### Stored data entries
=-=-=-=-=

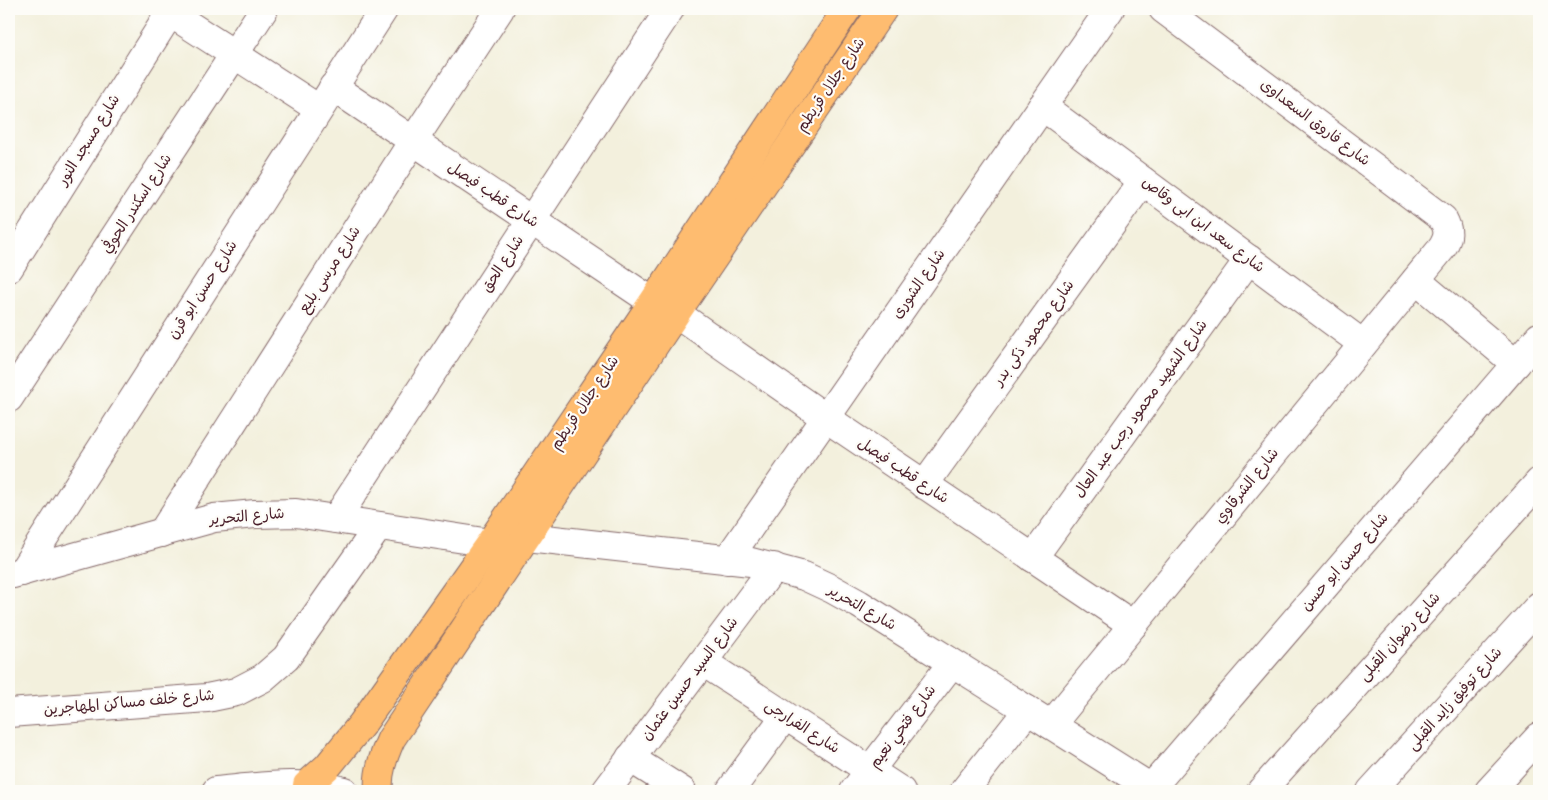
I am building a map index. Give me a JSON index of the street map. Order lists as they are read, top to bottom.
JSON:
{
  "streets": {
    "main road": ["شارع جلال قريطم"],
    "street": [
      "شارع فاروق السعداوى",
      "شارع مسجد النور",
      "شارع قطب فيصل",
      "شارع اسكندر الحوفي",
      "شارع سعد ابن ابى وقاص",
      "شارع الحق",
      "شارع مرسى بلبع",
      "شارع الشورى",
      "شارع حسن ابو قرن",
      "شارع محمود ذكى بدر",
      "شارع الشهيد محمود رجب عبد العال",
      "شارع الشرقاوي",
      "شارع التحرير",
      "شارع حسن ابو حسن",
      "شارع رضوان القبلى",
      "شارع السيد حسين عثمان",
      "شارع توفيق زايد القبلى",
      "شارع خلف مساكن المهاجرين",
      "شارع الفرارجى",
      "شارع فتحي نعيم"
    ]
  },
  "crossings": [
    ["شارع جلال قريطم", "شارع قطب فيصل"],
    ["شارع جلال قريطم", "شارع التحرير"],
    ["شارع فاروق السعداوى", "شارع الشرقاوي"],
    ["شارع مسجد النور", "شارع قطب فيصل"],
    ["شارع قطب فيصل", "شارع اسكندر الحوفي"],
    ["شارع قطب فيصل", "شارع الحق"],
    ["شارع قطب فيصل", "شارع مرسى بلبع"],
    ["شارع قطب فيصل", "شارع الشورى"],
    ["شارع قطب فيصل", "شارع حسن ابو قرن"],
    ["شارع قطب فيصل", "شارع محمود ذكى بدر"],
    ["شارع قطب فيصل", "شارع الشهيد محمود رجب عبد العال"],
    ["شارع قطب فيصل", "شارع الشرقاوي"],
    ["شارع سعد ابن ابى وقاص", "شارع الشورى"],
    ["شارع سعد ابن ابى وقاص", "شارع محمود ذكى بدر"],
    ["شارع سعد ابن ابى وقاص", "شارع الشهيد محمود رجب عبد العال"],
    ["شارع سعد ابن ابى وقاص", "شارع الشرقاوي"],
    ["شارع الحق", "شارع التحرير"],
    ["شارع مرسى بلبع", "شارع التحرير"],
    ["شارع الشورى", "شارع التحرير"],
    ["شارع حسن ابو قرن", "شارع التحرير"],
    ["شارع الشرقاوي", "شارع التحرير"],
    ["شارع التحرير", "شارع حسن ابو حسن"],
    ["شارع التحرير", "شارع السيد حسين عثمان"],
    ["شارع التحرير", "شارع خلف مساكن المهاجرين"],
    ["شارع التحرير", "شارع فتحي نعيم"],
    ["شارع السيد حسين عثمان", "شارع الفرارجى"],
    ["شارع الفرارجى", "شارع فتحي نعيم"]
  ]
}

=-=-=-=-=

### Brief
Could you report how many lines in the data above include the word "الحق"? Give the number and nothing more.

### Answer box
3